• PROBLEM TO SOLVE: Among the lines of this listing, count those that include "lane" and state the count by itself.

• SOURCE MATERIAL:
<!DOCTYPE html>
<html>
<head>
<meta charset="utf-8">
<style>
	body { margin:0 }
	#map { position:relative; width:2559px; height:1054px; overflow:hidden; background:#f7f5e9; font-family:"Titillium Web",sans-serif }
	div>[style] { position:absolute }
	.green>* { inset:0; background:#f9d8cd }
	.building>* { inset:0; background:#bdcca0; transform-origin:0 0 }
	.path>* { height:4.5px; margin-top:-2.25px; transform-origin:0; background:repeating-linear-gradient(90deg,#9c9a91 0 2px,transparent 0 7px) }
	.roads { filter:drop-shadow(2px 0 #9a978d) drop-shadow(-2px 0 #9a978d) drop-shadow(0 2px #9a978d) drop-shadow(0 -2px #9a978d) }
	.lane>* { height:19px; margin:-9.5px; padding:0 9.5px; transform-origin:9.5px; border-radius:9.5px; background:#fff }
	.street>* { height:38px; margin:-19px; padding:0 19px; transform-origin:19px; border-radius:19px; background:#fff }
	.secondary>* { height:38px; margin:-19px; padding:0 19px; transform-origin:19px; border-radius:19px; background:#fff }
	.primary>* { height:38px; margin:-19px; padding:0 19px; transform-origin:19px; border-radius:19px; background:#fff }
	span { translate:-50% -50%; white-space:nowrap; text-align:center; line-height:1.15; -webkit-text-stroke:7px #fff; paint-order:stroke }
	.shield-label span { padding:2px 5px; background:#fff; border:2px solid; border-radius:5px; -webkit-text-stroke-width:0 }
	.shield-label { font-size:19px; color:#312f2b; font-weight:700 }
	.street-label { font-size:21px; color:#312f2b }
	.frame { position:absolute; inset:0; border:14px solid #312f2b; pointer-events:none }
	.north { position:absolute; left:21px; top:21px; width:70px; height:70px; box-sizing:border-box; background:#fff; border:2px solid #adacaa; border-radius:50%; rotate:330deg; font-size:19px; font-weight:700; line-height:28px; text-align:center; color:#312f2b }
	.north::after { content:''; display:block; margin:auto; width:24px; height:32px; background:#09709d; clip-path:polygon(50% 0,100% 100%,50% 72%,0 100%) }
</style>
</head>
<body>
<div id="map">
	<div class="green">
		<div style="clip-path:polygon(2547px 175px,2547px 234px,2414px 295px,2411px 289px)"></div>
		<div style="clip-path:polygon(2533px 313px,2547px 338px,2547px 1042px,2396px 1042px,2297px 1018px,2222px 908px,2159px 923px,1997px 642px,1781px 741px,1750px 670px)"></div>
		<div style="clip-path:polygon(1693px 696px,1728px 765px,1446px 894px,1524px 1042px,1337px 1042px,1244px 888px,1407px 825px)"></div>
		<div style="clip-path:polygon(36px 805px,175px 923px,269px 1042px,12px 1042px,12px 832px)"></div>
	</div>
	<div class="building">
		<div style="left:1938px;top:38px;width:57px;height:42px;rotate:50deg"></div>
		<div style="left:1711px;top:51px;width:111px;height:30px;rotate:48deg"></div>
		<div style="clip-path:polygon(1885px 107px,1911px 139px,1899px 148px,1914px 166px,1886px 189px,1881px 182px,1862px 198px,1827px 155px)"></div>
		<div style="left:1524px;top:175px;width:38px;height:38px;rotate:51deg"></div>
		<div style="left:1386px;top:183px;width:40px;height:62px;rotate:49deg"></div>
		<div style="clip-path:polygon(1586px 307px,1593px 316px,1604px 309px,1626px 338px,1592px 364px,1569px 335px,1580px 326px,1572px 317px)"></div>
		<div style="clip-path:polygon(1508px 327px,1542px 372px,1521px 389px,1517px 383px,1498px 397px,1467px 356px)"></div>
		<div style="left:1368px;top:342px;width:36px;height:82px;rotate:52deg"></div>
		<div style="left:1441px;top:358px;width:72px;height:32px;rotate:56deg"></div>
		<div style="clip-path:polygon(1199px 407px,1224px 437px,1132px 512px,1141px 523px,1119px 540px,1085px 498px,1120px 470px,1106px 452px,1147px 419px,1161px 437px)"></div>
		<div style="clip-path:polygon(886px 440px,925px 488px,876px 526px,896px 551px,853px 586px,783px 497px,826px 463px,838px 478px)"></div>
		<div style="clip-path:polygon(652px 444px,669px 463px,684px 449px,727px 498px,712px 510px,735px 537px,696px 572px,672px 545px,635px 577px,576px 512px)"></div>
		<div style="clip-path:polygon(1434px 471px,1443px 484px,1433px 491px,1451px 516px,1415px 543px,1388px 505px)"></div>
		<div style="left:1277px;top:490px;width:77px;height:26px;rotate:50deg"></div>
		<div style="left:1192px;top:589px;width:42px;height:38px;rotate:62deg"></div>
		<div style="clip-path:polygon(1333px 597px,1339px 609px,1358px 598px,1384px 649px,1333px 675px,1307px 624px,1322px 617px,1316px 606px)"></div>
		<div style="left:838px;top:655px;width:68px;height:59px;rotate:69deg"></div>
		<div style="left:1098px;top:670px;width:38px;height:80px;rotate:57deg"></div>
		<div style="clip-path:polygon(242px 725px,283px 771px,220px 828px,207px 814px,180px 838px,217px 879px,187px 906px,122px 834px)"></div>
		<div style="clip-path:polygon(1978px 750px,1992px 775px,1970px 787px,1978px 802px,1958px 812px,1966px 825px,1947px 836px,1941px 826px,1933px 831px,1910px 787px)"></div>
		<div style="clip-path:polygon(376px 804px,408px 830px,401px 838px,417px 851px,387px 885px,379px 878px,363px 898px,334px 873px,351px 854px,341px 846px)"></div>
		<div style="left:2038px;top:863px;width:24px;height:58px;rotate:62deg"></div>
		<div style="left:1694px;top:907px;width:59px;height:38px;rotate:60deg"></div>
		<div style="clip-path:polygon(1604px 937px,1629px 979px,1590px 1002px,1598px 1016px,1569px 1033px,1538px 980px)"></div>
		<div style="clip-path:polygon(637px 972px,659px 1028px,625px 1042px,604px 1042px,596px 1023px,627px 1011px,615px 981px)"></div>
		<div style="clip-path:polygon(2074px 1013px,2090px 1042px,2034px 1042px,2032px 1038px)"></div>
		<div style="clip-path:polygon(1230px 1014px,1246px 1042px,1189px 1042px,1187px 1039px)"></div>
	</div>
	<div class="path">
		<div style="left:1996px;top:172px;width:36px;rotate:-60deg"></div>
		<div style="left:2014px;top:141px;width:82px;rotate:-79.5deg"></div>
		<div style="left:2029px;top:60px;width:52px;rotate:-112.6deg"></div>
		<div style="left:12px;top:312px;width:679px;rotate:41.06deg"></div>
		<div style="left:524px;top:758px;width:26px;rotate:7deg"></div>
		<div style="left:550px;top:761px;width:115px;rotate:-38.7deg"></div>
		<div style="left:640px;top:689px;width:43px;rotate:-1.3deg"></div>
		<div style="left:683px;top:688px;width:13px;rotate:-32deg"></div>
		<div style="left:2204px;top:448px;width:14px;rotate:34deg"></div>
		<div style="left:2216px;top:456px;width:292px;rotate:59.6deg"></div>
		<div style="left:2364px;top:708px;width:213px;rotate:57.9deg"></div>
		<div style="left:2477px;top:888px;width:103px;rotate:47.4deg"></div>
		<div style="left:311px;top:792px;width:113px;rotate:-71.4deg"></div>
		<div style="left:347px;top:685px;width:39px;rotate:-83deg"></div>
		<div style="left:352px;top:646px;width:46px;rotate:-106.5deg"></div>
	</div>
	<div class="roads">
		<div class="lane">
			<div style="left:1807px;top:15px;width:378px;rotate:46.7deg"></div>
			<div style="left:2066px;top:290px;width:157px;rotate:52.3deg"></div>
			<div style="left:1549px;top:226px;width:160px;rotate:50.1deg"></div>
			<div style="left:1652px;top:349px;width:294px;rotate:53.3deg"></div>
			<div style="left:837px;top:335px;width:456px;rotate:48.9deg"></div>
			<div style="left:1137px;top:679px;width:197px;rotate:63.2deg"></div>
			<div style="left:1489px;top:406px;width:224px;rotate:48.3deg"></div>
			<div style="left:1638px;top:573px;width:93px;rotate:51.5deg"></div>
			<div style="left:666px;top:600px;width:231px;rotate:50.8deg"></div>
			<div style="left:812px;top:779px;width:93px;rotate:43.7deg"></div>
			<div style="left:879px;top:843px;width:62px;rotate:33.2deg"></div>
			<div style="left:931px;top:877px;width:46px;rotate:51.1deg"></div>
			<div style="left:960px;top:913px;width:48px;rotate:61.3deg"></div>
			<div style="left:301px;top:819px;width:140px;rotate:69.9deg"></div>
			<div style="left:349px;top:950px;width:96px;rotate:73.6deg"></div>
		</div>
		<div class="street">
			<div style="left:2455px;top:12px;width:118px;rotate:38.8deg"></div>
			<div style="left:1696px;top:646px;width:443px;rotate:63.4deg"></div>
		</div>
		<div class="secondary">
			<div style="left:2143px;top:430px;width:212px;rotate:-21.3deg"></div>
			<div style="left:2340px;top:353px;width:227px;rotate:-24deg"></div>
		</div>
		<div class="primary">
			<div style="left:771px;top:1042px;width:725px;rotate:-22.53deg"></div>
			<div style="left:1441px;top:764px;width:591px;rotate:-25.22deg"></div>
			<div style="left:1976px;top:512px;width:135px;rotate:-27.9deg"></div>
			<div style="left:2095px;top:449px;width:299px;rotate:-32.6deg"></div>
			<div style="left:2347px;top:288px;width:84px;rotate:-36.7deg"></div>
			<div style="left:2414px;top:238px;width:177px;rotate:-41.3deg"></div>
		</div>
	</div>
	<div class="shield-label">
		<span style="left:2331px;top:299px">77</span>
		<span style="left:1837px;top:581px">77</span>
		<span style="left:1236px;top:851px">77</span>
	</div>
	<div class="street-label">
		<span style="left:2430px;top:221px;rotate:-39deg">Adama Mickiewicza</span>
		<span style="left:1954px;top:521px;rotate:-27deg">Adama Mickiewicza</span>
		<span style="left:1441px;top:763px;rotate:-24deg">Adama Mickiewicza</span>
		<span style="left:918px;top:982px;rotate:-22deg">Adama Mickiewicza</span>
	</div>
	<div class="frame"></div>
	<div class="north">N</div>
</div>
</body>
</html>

• TASK ANSWER: 2